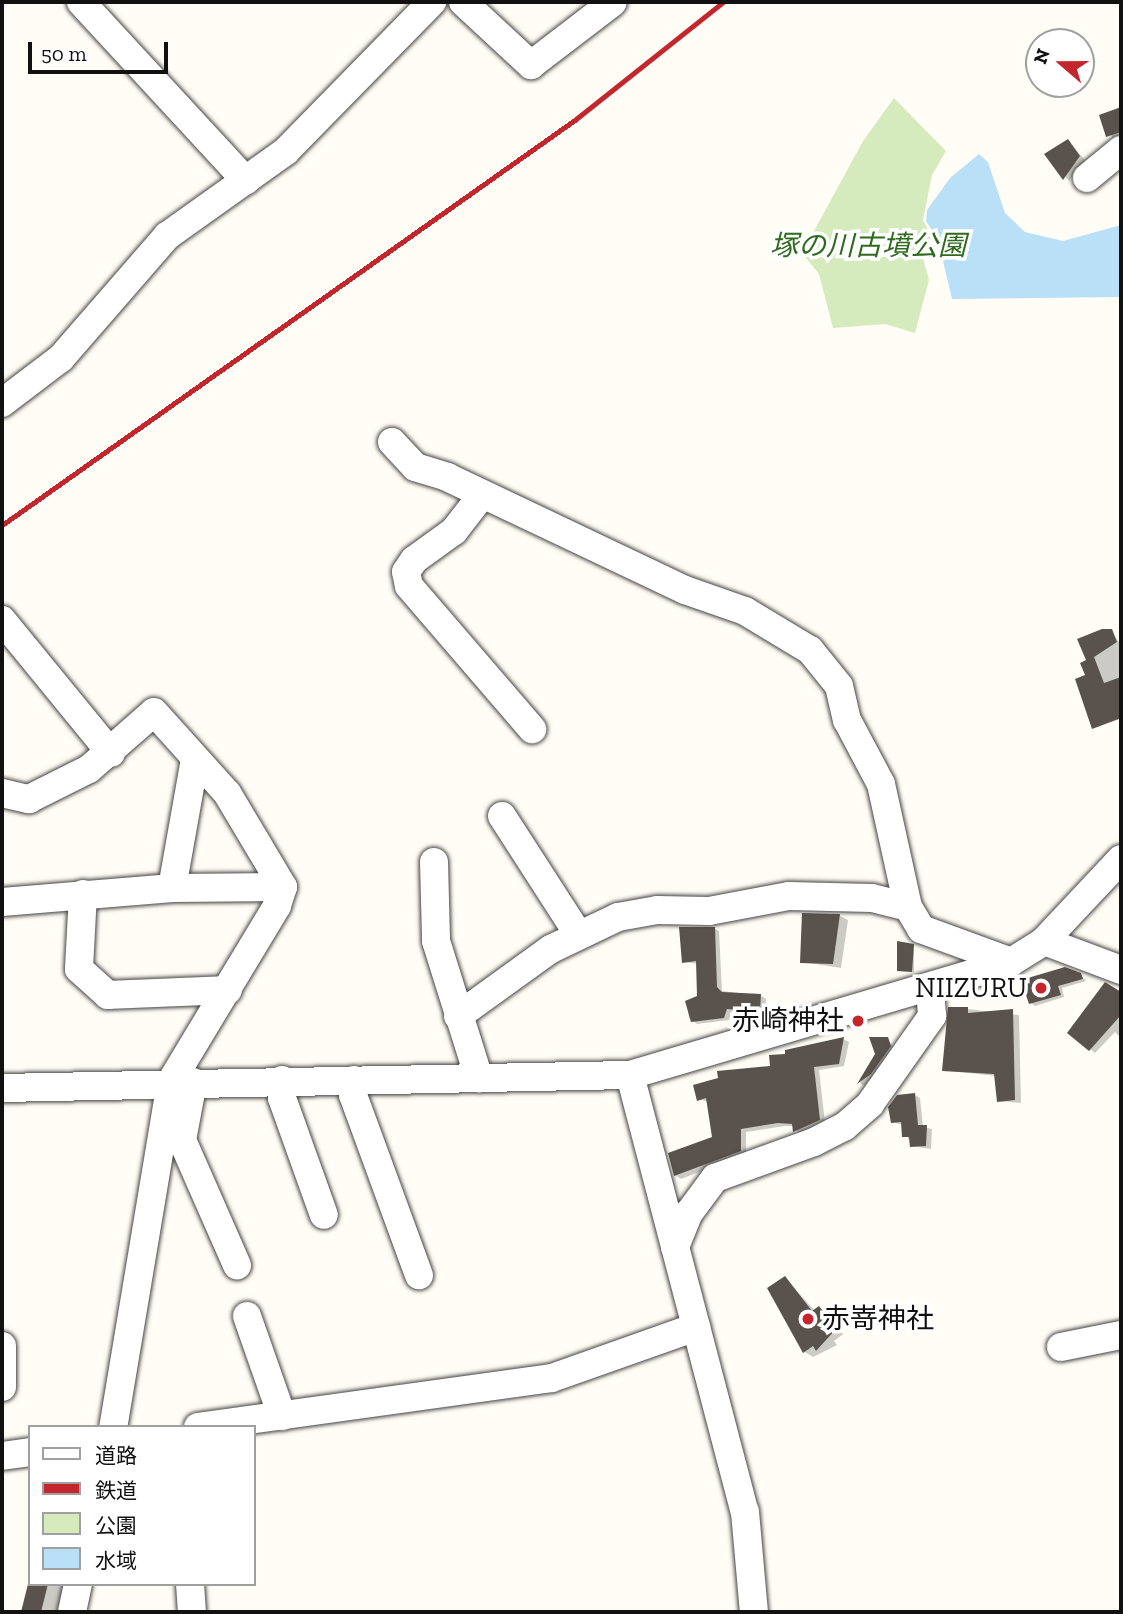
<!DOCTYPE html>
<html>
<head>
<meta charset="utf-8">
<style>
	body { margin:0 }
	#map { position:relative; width:1123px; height:1614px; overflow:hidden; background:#fffdf5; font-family:"Zilla Slab","Noto Sans JP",serif }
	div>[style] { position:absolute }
	.green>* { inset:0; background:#d5ebbd }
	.water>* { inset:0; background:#b9e0f7 }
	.shadow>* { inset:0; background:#0003 }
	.building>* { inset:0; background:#5a524d }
	.roads { filter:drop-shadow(0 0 2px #444) drop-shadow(0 0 2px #444) }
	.minor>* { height:28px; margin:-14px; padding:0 14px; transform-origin:14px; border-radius:14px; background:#fff }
	.rail>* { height:5px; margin:-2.5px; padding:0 2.5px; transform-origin:2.5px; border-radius:2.5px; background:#c4262e }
	.dots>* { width:19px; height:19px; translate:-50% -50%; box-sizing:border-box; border:4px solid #fff; border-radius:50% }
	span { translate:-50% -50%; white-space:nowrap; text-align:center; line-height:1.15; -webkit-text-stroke:7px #fff; paint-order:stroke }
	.park-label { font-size:28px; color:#2f6b1f; font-style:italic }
	.poi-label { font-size:28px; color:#111 }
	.right { translate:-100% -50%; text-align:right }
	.left { translate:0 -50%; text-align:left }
	.frame { position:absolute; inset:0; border:4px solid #111; pointer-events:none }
	.legend { position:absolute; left:28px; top:1425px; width:228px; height:161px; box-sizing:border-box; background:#fff; border:2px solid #a0a0a0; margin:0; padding:9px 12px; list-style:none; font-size:21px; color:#111 }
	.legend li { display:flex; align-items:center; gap:14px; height:35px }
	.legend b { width:35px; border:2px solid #a0a0a0 }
	.north { position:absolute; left:1025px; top:28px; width:70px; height:70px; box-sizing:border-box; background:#fff; border:2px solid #a0a0a0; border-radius:50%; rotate:290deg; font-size:19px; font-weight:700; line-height:28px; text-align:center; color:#111 }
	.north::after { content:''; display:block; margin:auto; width:24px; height:32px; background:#c4262e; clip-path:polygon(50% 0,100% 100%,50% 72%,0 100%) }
	.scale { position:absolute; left:28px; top:42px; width:140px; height:32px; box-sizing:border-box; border:4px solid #111; border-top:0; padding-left:9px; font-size:21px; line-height:24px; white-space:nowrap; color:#111; -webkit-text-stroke:5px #fff; paint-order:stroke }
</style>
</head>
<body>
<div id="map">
	<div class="green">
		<i style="clip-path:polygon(894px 98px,946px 151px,932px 175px,923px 220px,934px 241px,921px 251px,929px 280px,915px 333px,885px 324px,833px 328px,819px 274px,802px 253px,863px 141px)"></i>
	</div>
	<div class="water">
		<i style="clip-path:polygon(979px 154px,988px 162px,1005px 213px,1025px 232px,1063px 241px,1121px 225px,1119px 297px,952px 299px,938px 240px,926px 221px,927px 210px,950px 178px)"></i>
	</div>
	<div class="shadow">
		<i style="clip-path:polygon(1121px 109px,1121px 136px,1113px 139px,1102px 116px)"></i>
		<i style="clip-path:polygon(1068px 141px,1085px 160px,1069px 181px,1047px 155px)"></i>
		<i style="clip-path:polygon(1111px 631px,1121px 645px,1121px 707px,1116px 709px,1120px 719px,1097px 727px,1092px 725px,1088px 661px)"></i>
		<i style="clip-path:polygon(804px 915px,840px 916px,848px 920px,841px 968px,802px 962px)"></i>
		<i style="clip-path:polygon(715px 929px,719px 931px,722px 991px,761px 996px,766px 999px,765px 1013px,732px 1011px,729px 1020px,697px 1024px,689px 1018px,687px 1002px,699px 997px,698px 964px,684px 962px)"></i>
		<i style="clip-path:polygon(914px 946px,914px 972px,900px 971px)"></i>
		<i style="clip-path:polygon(1080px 974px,1086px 981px,1062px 988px,1064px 997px,1035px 1006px,1031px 1003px,1024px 981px)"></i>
		<i style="clip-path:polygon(1109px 988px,1121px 997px,1121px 1038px,1115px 1032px,1095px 1053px,1069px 1033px)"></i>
		<i style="clip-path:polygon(968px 1009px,1019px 1015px,1021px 1103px,998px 1101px,996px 1076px,943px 1070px)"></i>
		<i style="clip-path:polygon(843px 1039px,849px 1042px,844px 1066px,819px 1070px,825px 1123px,800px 1134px,794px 1126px,785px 1126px,746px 1132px,746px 1154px,681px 1179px,675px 1175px,714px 1138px,708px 1102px,699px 1099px,771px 1067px,787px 1056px)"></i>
		<i style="clip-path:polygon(887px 1039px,895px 1049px,864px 1086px,860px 1083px)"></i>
		<i style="clip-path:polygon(915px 1095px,920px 1098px,923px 1127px,932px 1129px,931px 1149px,911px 1146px,903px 1125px,892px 1122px)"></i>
		<i style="clip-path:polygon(785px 1278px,815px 1311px,820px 1308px,828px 1313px,843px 1334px,834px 1341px,837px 1345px,813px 1357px,805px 1352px)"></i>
		<i style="clip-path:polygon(30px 1584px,68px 1584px,61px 1612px,23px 1612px)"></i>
	</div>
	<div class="building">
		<i style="clip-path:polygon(1121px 107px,1121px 132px,1106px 137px,1099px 115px)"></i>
		<i style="clip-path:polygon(1068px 139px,1080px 156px,1063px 180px,1044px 154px)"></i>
		<i style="clip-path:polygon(1102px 629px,1112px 629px,1117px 642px,1094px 657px,1104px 683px,1121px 677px,1121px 718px,1092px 729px,1075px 679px,1085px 675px,1080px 663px,1086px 660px,1077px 639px)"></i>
		<i style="clip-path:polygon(802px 913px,840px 914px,833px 964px,800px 963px)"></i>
		<i style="clip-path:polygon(679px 927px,715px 927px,717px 987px,722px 992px,761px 994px,760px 1012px,727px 1009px,724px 1018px,691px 1022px,685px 1001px,697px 996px,696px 961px,682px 963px)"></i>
		<i style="clip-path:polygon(897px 941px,914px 944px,912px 972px,897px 971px)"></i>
		<i style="clip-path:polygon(1065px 967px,1081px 973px,1083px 979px,1058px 986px,1061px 995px,1029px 1004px,1021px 980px)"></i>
		<i style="clip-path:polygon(1105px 982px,1121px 992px,1121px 1015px,1089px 1051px,1067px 1033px)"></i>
		<i style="clip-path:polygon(948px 1007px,968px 1007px,968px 1013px,1013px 1009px,1015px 1100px,997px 1102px,994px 1074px,942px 1071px)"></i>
		<i style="clip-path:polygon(844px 1037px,839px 1064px,814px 1067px,820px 1120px,793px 1132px,792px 1124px,778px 1123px,741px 1129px,741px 1151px,674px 1176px,668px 1153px,712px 1137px,706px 1098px,697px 1101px,693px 1085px,718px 1078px,717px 1071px,770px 1066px,769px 1055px,785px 1054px,785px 1050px)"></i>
		<i style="clip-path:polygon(869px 1037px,888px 1037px,891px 1046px,871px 1074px,857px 1084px,875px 1054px)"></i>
		<i style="clip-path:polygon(915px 1093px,918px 1125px,927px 1125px,926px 1146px,910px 1147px,909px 1137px,902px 1137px,901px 1122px,891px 1123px,888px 1107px,897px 1095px)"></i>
		<i style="clip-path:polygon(785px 1276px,812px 1311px,819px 1306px,836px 1329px,816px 1351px,813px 1346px,803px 1353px,767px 1288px)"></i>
		<i style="clip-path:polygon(28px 1584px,48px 1584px,41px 1612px,21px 1612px)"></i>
	</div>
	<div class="roads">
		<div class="minor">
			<i style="left:81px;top:2px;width:243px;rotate:47.3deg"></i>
			<i style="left:463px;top:2px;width:93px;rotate:42.8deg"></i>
			<i style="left:531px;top:65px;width:103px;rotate:-37.5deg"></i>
			<i style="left:1087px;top:178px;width:44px;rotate:-39.5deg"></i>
			<i style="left:2px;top:403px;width:74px;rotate:-37.3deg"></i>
			<i style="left:61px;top:358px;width:162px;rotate:-49deg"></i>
			<i style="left:167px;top:236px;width:146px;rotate:-35.5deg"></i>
			<i style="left:286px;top:151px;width:209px;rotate:-45.6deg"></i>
			<i style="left:392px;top:442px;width:34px;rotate:47deg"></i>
			<i style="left:415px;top:467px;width:34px;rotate:17deg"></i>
			<i style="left:447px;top:477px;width:263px;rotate:25.4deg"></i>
			<i style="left:685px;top:590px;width:64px;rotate:19.3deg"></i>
			<i style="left:745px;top:611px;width:76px;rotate:31deg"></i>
			<i style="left:810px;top:650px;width:46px;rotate:51.1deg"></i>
			<i style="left:839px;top:686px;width:35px;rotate:77deg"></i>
			<i style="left:847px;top:720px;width:72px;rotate:62deg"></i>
			<i style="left:881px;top:784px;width:126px;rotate:77.6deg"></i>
			<i style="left:908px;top:907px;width:26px;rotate:59deg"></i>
			<i style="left:921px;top:929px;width:96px;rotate:20.1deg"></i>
			<i style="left:482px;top:495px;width:46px;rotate:127.9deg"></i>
			<i style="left:454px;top:531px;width:49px;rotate:144.1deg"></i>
			<i style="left:414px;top:560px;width:14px;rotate:124deg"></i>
			<i style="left:406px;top:572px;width:14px;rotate:78deg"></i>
			<i style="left:409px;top:586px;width:189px;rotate:49.3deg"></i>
			<i style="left:2px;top:620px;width:172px;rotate:50.7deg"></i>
			<i style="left:2px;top:793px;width:28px;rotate:13deg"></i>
			<i style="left:29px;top:799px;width:67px;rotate:-26.6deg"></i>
			<i style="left:89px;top:769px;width:86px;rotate:-41.2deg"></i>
			<i style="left:154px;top:712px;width:109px;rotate:48deg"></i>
			<i style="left:227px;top:793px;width:109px;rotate:59.2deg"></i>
			<i style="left:283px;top:887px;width:20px;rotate:108deg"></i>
			<i style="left:277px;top:906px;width:205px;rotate:121.1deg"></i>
			<i style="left:171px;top:1082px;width:350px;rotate:99.5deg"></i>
			<i style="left:502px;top:816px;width:140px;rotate:57.2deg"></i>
			<i style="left:434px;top:862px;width:79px;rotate:88.5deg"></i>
			<i style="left:436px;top:941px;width:144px;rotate:72.6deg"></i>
			<i style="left:172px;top:888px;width:131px;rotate:-79.9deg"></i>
			<i style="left:83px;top:894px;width:75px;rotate:93.1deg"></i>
			<i style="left:79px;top:969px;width:39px;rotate:42deg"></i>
			<i style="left:108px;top:995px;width:120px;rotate:-2.4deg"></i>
			<i style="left:2px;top:902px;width:171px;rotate:-4.7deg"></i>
			<i style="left:172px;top:888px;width:111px;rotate:-0.5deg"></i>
			<i style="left:1044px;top:941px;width:82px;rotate:20.6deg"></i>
			<i style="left:458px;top:1016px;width:115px;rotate:-35.8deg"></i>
			<i style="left:551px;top:949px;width:74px;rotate:-25.5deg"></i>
			<i style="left:618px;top:917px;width:40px;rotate:-10deg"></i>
			<i style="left:657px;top:910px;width:52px;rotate:1.1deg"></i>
			<i style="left:709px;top:911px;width:81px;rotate:-10.6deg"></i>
			<i style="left:789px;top:896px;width:83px;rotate:1.4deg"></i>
			<i style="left:872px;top:898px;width:37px;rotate:14deg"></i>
			<i style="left:630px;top:1075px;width:452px;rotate:75.3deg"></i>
			<i style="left:745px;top:1512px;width:100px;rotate:84.9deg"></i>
			<i style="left:282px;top:1080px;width:18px;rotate:90deg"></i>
			<i style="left:282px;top:1098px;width:124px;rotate:70.3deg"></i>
			<i style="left:354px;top:1080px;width:15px;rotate:94deg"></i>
			<i style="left:353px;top:1095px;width:192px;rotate:69.9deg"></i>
			<i style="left:193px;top:1082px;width:59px;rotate:100.7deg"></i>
			<i style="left:182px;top:1140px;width:137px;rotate:66.3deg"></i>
			<i style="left:2px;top:1088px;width:628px;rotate:-1.19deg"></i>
			<i style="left:630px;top:1075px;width:397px;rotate:-16.5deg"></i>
			<i style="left:1011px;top:962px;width:39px;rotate:-32deg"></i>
			<i style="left:1044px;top:941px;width:112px;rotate:-46.8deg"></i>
			<i style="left:675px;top:1247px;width:37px;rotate:-68deg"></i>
			<i style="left:689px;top:1213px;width:44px;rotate:-53.4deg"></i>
			<i style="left:715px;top:1178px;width:105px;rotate:-20deg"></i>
			<i style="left:814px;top:1142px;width:34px;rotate:-27deg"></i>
			<i style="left:844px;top:1127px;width:35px;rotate:-41deg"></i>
			<i style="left:870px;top:1104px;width:108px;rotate:-54.8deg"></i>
			<i style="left:932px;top:1016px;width:28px;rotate:-94deg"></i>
			<i style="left:247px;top:1316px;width:106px;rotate:70.7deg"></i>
			<i style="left:2px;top:1346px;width:41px;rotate:90deg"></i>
			<i style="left:1061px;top:1347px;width:61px;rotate:-11.3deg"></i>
			<i style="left:198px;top:1427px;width:357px;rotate:-7.9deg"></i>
			<i style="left:552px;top:1378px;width:153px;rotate:-19.5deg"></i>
			<i style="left:2px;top:1456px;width:28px;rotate:-8deg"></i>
			<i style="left:190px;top:1584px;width:28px;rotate:86deg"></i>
			<i style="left:72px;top:1612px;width:29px;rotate:-78deg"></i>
		</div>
	</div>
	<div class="rail">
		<i style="left:2px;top:525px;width:703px;rotate:-35.27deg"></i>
		<i style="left:576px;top:119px;width:188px;rotate:-38.5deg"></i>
	</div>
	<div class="dots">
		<i style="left:1041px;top:988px;background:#c4262e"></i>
		<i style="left:858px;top:1021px;background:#c4262e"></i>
		<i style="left:808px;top:1319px;background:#c4262e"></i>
	</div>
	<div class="park-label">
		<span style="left:868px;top:246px">塚の川古墳公園</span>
	</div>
	<div class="poi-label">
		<span class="right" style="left:1027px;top:988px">NIIZURU</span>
		<span class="right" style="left:844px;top:1021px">赤崎神社</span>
		<span class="left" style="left:822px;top:1319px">赤嵜神社</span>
	</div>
	<div class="frame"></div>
	<ul class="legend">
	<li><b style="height:9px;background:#fff"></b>道路</li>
	<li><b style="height:9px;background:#c4262e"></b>鉄道</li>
	<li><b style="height:19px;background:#d5ebbd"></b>公園</li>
	<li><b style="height:19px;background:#b9e0f7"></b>水域</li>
	</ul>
	<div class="north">N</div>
	<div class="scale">50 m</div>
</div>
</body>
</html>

----

Could the lines from the first entry through the line that contains "filter:drop-shadow(0 0 2px" be copied exactly, with all pictures left out?

<!DOCTYPE html>
<html>
<head>
<meta charset="utf-8">
<style>
	body { margin:0 }
	#map { position:relative; width:1123px; height:1614px; overflow:hidden; background:#fffdf5; font-family:"Zilla Slab","Noto Sans JP",serif }
	div>[style] { position:absolute }
	.green>* { inset:0; background:#d5ebbd }
	.water>* { inset:0; background:#b9e0f7 }
	.shadow>* { inset:0; background:#0003 }
	.building>* { inset:0; background:#5a524d }
	.roads { filter:drop-shadow(0 0 2px #444) drop-shadow(0 0 2px #444) }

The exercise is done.